The melt season, like pretty much all natural phenomena, is not linear. Over the past weeks this has been amply illustrated. We've seen Arctic Sea Ice Area decline slow, speed up and even seen the area increase. This pattern is probably more likely as the season comes to an end and the Arctic cools over all. Cooler days may see ice growth while warmer days will see it decline. The ice season also has no clear rhyme or reason; it could end in ten, twenty or thirty days.We are still looking likely to see a new record for ASI Area. This measurement tries to determine the actual area of ice, not ice and open water between floes as extent does, so it is a little less dependent on winds and currents for short term changes, though obviously weather and temperatures do drive changes.

I won't be surprised if we hit the low end of my error bar (2.83m km2) if conditions favor melt. As with extent, whether the Dipole Anomaly develops or the AO goes positive will make a difference, and potentially a large difference.

Arctic Sea Ice Volume
I have tried to mark estimate volume if melt slows (blue line, 5.4 cu. km) or continues the current trend (4.9 cu. km.) Again, it looks like my estimate may have been high, though within my range of error. The areas of low ice extent around the fringes of the main pack ice will be the key here. If we lose most of that and are left with a core of thicker ice as in 2007 we might hit a new volume record, but 2010 volume was extremely low at @4.5 cu. km.

Volume is the most important estimate, in my opinion, because it reflects all the forces affecting the Arctic Sea Ice: irradiance, air temperatures, sea temperatures, weather. It gives an excellent sense of the condition of the ice when there is divergence between extent and volume, for example, because you know the ice must be thinner if extent is higher than the record, yet volume is lower.

Northwest Passage
The Northwest Passage is filled with much at this point. Those white specks are the ice floes under the clod cover. The scale here is about 20 km./inch, so there is plenty of room to maneuver, though ice obviously should be treated with great caution.

 This image is from the 16th. You can see much of the really small mushy ice has melted away.


I'm not expecting the Parry Channel to clear completely, but it is clearly navigable. The southern route would be safer, but is longer by a good 300 miles.

Northeast Passage
Yellow lines outline clouds, blue lines ice.





This image from the 16th shows the ice more clearly. The ice has thinned considerably compared to the above image.

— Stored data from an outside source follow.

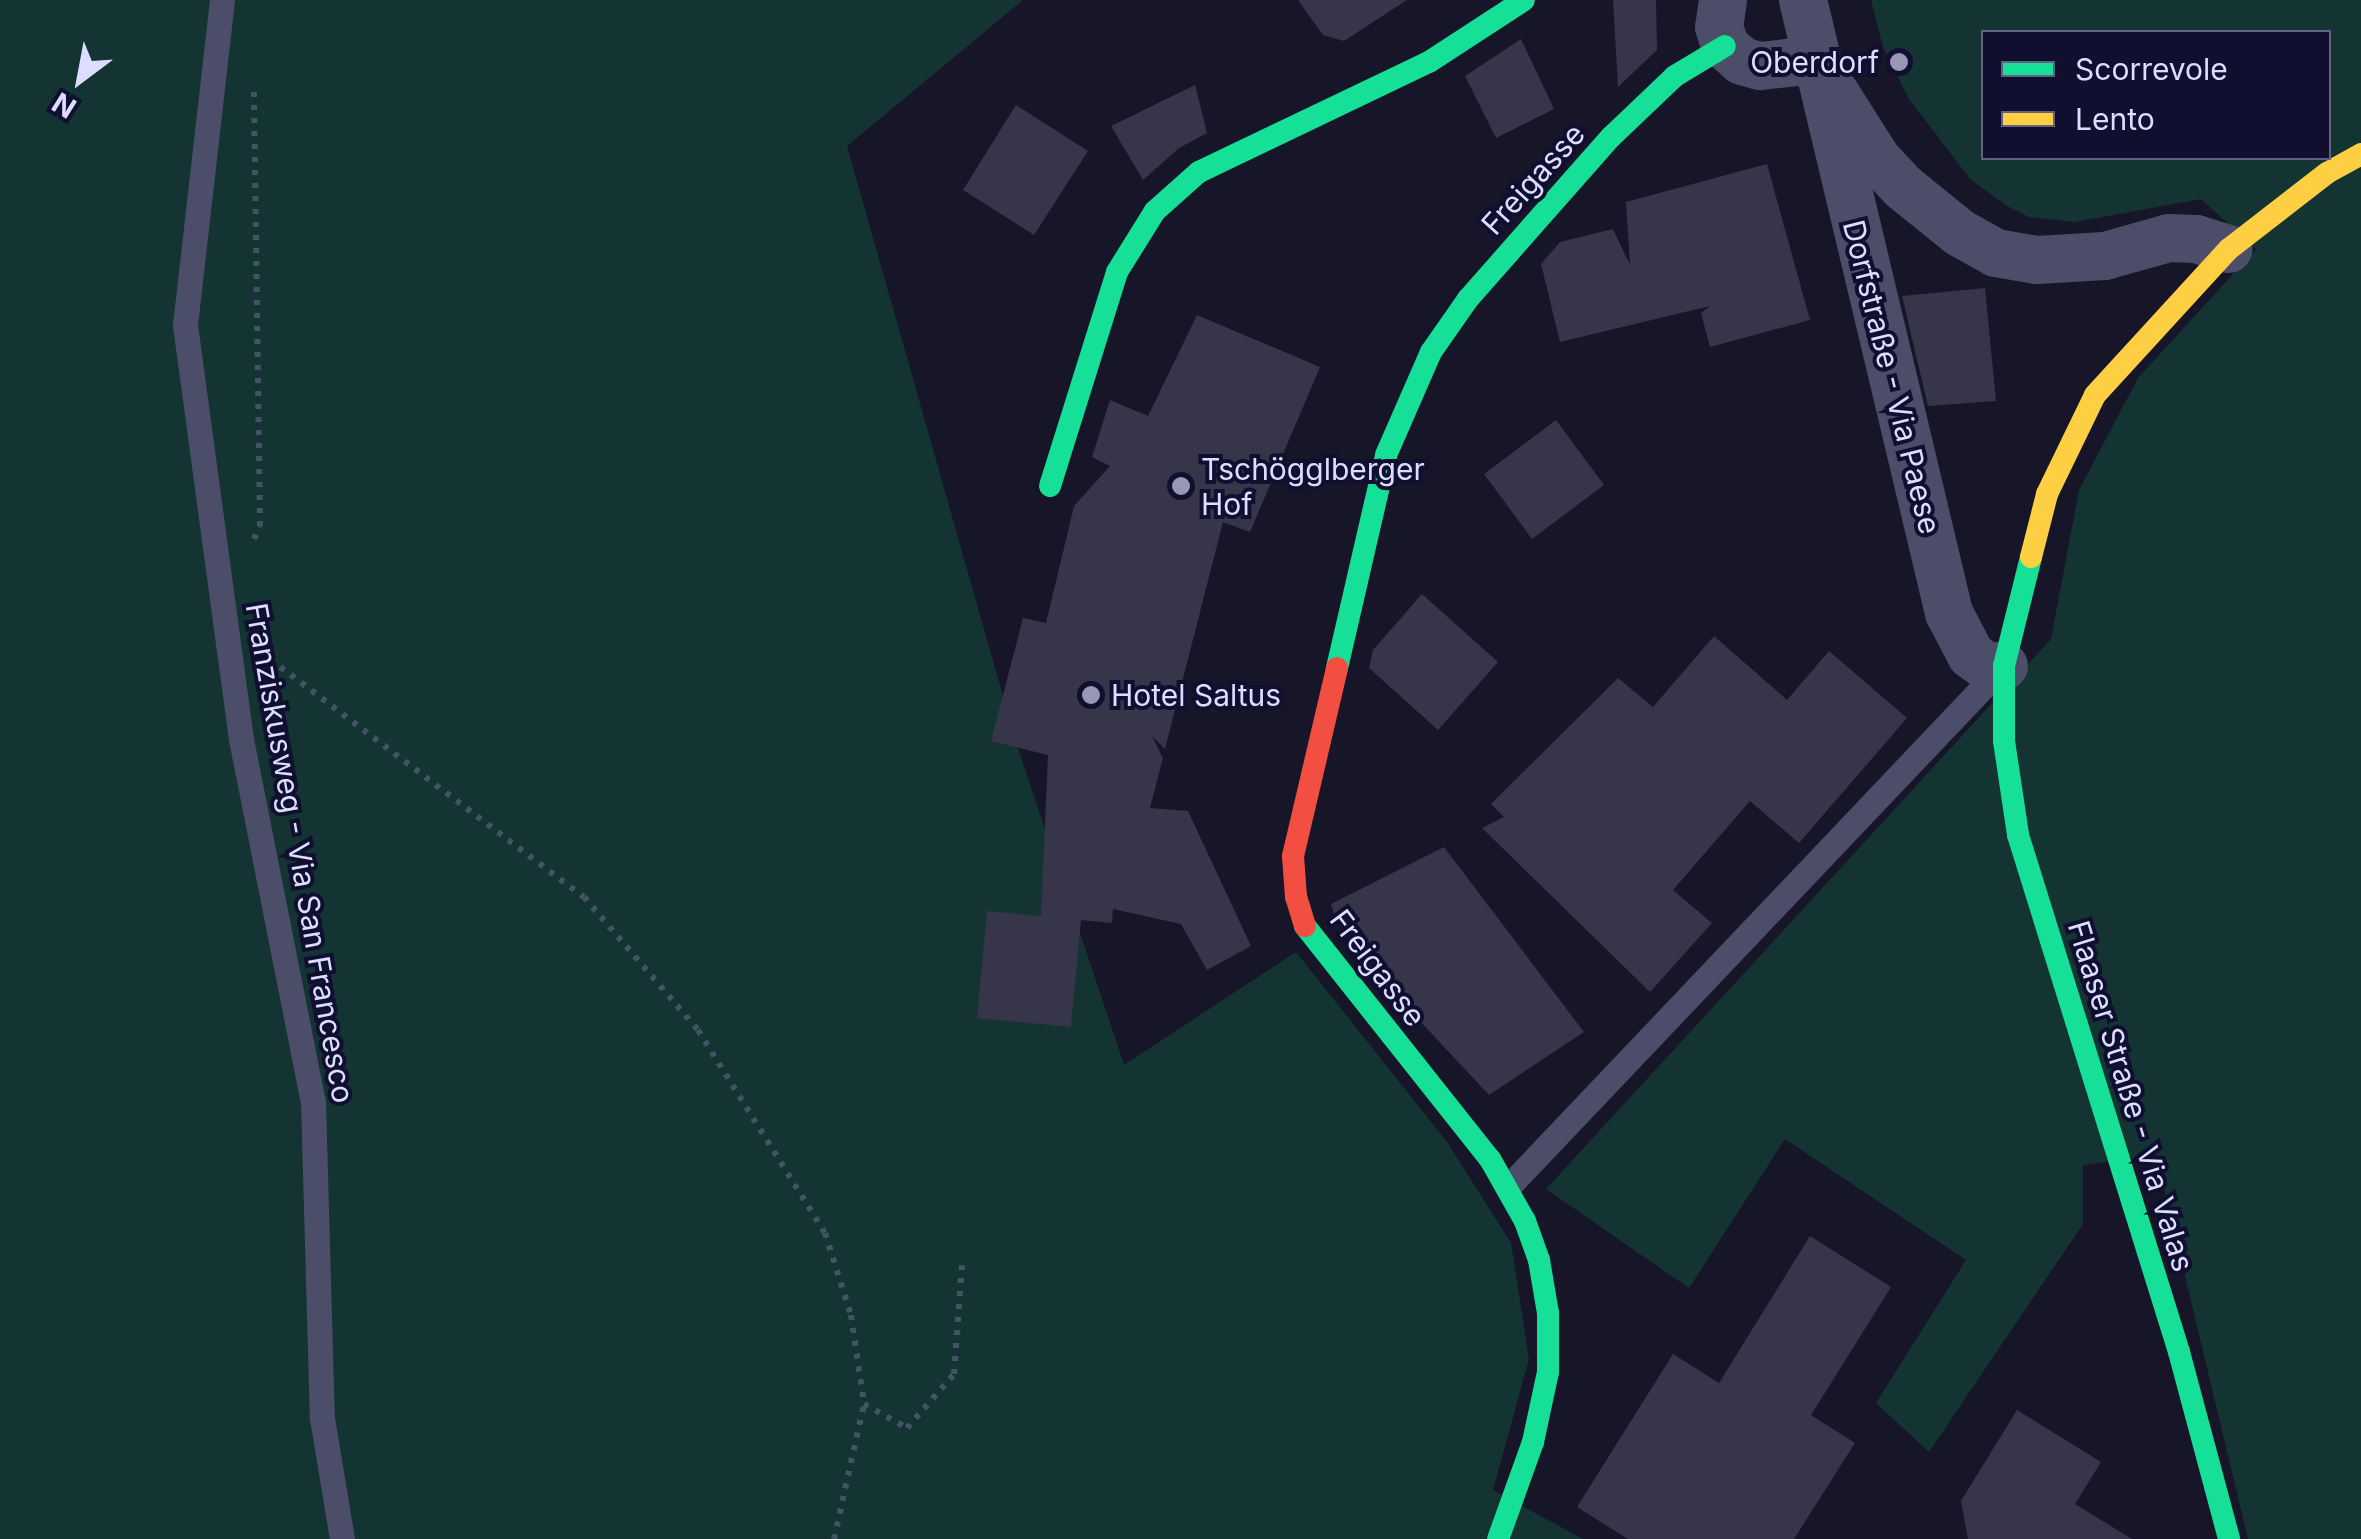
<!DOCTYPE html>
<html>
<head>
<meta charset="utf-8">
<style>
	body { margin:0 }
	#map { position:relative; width:2361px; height:1539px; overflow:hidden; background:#171628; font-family:Inter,sans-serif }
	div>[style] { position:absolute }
	.green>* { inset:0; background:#133432 }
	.building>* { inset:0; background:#363549 }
	.path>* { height:6px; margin-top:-3px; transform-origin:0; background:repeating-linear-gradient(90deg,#425463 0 5px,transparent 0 13px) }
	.lane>* { height:25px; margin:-12.5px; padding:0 12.5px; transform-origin:12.5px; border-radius:12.5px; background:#4b4d69 }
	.street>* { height:48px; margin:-24px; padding:0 24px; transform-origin:24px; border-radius:24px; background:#4b4d69 }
	.fast>* { height:22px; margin:-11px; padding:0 11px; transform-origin:11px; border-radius:11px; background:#16e098 }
	.slow>* { height:22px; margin:-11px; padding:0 11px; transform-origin:11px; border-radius:11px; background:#ffcf43 }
	.jam>* { height:22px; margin:-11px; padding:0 11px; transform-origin:11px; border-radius:11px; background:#f24e42 }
	.dots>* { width:28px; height:28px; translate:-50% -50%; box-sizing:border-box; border:5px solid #110f2f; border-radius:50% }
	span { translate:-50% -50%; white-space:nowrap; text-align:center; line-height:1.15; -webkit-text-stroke:8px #110f2f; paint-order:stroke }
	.poi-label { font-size:30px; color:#ddf }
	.right { translate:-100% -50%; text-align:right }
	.left { translate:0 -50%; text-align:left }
	.street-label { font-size:30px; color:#ddf }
	.legend { position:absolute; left:1981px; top:30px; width:350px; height:130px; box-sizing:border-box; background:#110f2f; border:2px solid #636182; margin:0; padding:12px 18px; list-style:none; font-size:30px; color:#ddf }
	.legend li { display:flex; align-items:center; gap:20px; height:50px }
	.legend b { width:50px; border:2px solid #636182 }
	.north { position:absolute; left:30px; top:30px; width:100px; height:100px; -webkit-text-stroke:8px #110f2f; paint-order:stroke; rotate:212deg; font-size:28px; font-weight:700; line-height:40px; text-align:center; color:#ddf }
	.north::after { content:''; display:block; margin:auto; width:35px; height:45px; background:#ddf; clip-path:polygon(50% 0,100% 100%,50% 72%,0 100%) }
</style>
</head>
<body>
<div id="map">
	<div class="green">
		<i style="clip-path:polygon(0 0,1023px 0,847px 146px,1016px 742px,1124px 1065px,1296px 952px,1447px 1142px,1511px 1243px,1529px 1359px,1493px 1490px,1583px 1539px,0 1539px)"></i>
		<i style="clip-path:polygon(evenodd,1871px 0,2361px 0,2361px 1539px,2248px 1539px,2156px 1155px,2083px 1165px,2083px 1224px,1929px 1452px,1876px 1403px,1966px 1260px,1785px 1139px,1689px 1288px,1546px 1189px,2051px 639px,2079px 490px,2138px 378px,2256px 249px,2201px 199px,2075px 222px,2029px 217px,2009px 207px,1971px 180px,1909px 99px,1883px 47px,1871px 0,1984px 32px,2328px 32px,2328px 158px,1984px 158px,1984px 32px)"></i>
	</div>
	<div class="building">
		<i style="clip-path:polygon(1298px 0,1407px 0,1344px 41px,1323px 35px)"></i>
		<i style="clip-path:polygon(1613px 0,1656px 0,1657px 50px,1618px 87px)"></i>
		<i style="clip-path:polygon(1521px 39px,1554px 109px,1496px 138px,1465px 76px)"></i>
		<i style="clip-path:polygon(1195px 85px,1207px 133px,1179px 148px,1143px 180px,1111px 126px)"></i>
		<i style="clip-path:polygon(1016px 105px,1088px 151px,1034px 235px,963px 190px)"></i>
		<i style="clip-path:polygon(1767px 164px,1810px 320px,1710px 347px,1701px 313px,1710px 306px,1560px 342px,1541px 264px,1560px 242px,1613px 229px,1630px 265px,1626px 202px)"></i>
		<i style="clip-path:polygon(1985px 288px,1996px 401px,1928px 406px,1902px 296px)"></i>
		<i style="clip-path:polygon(1197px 315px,1320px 367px,1250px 532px,1223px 522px,1165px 749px,1152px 736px,1163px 758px,1150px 808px,1188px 811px,1251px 946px,1207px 970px,1181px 924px,1113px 909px,1112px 923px,1081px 920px,1071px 1027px,977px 1018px,987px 911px,1041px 916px,1048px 755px,991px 741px,1023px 618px,1046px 623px,1074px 506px,1110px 466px,1092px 457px,1110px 400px,1148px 416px)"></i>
		<i style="clip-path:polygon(1556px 420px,1604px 485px,1532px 539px,1484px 474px)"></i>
		<i style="clip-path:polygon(1422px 594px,1498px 662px,1438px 730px,1369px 668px,1373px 650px)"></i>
		<i style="clip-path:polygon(1714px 636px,1787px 700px,1829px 651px,1907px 718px,1799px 843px,1750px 801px,1673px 890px,1712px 923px,1650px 992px,1482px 828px,1504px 817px,1491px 804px,1618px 678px,1653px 707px)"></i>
		<i style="clip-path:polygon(1444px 847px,1584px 1032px,1489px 1095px,1417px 1018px,1335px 916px,1331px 904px)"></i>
		<i style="clip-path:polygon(1810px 1236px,1891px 1287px,1811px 1415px,1855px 1443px,1794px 1539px,1628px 1539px,1577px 1507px,1673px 1354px,1719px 1383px)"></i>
		<i style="clip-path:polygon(2017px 1410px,2101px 1462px,2075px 1504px,2132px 1539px,1968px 1539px,1961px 1501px)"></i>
	</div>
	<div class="path">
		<i style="left:254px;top:539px;width:14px;rotate:-65deg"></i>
		<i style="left:260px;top:526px;width:438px;rotate:-90.8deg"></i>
		<i style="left:270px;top:659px;width:394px;rotate:37.2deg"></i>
		<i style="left:584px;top:897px;width:175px;rotate:49.4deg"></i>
		<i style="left:698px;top:1030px;width:239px;rotate:58deg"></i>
		<i style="left:825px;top:1233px;width:86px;rotate:72.4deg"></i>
		<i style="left:851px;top:1315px;width:90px;rotate:81.7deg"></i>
		<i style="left:864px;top:1404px;width:49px;rotate:29.2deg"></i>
		<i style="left:907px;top:1428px;width:72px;rotate:-49deg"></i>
		<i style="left:954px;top:1374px;width:109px;rotate:-85.8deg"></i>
		<i style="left:834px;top:1539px;width:138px;rotate:-77.5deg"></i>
	</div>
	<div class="lane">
		<i style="left:222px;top:0;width:327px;rotate:96.5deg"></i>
		<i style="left:185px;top:325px;width:418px;rotate:82.3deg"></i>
		<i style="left:241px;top:739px;width:369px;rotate:78.8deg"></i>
		<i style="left:313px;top:1101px;width:317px;rotate:88.4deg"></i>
		<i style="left:322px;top:1418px;width:123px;rotate:80.6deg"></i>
		<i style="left:1508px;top:1187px;width:714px;rotate:-46.47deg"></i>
	</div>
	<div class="street">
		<i style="left:1723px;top:0;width:27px;rotate:98deg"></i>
		<i style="left:1719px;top:27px;width:20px;rotate:72deg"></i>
		<i style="left:1725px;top:46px;width:23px;rotate:41deg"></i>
		<i style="left:1742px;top:61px;width:19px;rotate:16deg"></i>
		<i style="left:1760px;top:66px;width:54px;rotate:-6.3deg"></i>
		<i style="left:1803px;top:0;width:630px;rotate:76.6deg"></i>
		<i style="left:1949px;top:613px;width:47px;rotate:62.4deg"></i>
		<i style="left:1971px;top:655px;width:19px;rotate:36deg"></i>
		<i style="left:1986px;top:666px;width:18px"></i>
		<i style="left:1835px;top:93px;width:78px;rotate:57.5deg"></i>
		<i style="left:1877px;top:159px;width:38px;rotate:47deg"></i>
		<i style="left:1903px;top:187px;width:73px;rotate:38.9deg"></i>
		<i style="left:1960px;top:233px;width:41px;rotate:29.1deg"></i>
		<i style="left:1996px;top:253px;width:42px;rotate:9.7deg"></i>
		<i style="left:2037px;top:260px;width:68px;rotate:-3.4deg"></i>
		<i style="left:2105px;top:256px;width:66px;rotate:-15.7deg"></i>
		<i style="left:2169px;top:238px;width:27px;rotate:2deg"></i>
		<i style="left:2196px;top:239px;width:34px;rotate:17deg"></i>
	</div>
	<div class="fast">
		<i style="left:1050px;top:486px;width:224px;rotate:-72.6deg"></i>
		<i style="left:1117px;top:272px;width:72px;rotate:-58.1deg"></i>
		<i style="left:1155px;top:211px;width:59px;rotate:-41.6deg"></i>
		<i style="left:1199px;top:172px;width:255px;rotate:-25.6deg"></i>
		<i style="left:1429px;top:62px;width:113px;rotate:-33.1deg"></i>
		<i style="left:2031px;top:557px;width:112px;rotate:103.9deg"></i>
		<i style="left:2004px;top:666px;width:75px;rotate:90deg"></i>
		<i style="left:2004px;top:741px;width:95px;rotate:81.5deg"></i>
		<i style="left:2018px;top:835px;width:541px;rotate:72.7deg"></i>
		<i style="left:2179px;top:1352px;width:194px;rotate:75deg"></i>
		<i style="left:1337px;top:668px;width:219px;rotate:-77deg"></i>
		<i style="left:1386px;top:455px;width:112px;rotate:-66.4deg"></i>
		<i style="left:1431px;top:352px;width:65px;rotate:-55.1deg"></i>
		<i style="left:1468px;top:299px;width:216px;rotate:-48.6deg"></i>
		<i style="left:1611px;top:137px;width:88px;rotate:-43.6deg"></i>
		<i style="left:1675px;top:76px;width:58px;rotate:-31deg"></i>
		<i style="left:1305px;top:926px;width:298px;rotate:51.6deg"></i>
		<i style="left:1490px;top:1159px;width:71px;rotate:60.6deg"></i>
		<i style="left:1525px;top:1221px;width:41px;rotate:70.3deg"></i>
		<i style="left:1539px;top:1260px;width:54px;rotate:80.4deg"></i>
		<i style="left:1548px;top:1313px;width:59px;rotate:90deg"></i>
		<i style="left:1548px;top:1372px;width:72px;rotate:102.1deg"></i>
		<i style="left:1533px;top:1442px;width:103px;rotate:109.8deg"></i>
	</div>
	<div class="slow">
		<i style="left:2031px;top:557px;width:65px;rotate:-75.7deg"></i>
		<i style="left:2047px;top:494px;width:110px;rotate:-64.1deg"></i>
		<i style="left:2095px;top:395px;width:198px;rotate:-47.5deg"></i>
		<i style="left:2229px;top:249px;width:124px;rotate:-37.8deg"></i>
		<i style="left:2327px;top:173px;width:39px;rotate:-29deg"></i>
	</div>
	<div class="jam">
		<i style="left:1305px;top:926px;width:30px;rotate:-107deg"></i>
		<i style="left:1296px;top:897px;width:41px;rotate:-94.2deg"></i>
		<i style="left:1293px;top:856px;width:193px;rotate:-76.8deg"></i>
	</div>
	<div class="dots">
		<i style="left:1899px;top:62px;background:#9897b4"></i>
		<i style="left:1181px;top:486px;background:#9897b4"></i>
		<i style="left:1091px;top:695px;background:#9897b4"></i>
	</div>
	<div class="poi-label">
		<span class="right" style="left:1879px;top:62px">Oberdorf</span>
		<span class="left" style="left:1201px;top:486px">Tschögglberger<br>Hof</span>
		<span class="left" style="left:1111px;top:695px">Hotel Saltus</span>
	</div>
	<div class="street-label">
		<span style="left:1533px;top:179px;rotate:-48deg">Freigasse</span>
		<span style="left:1892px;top:377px;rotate:76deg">Dorfstraße - Via Paese</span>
		<span style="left:300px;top:853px;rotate:80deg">Franziskusweg - Via San Francesco</span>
		<span style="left:1378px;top:968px;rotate:53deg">Freigasse</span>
		<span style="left:2131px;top:1096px;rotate:73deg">Flaaser Straße - Via Valas</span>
	</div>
	<ul class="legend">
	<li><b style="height:12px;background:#16e098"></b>Scorrevole</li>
	<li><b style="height:12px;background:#ffcf43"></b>Lento</li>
	</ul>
	<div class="north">N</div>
</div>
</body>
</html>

The key point here is that the both the Northwest and Northeast Passages are opening every year, and earlier each year. This illustrates the effect of thin sea ice. It takes very little energy and bad weather for the ice at the outer reaches of the Arctic to melt out. This year it was extremely early. The Northeast Passage was officially open for ice breaker-guided shipping on June 30th, and open, by my estimate, for traffic soon after that.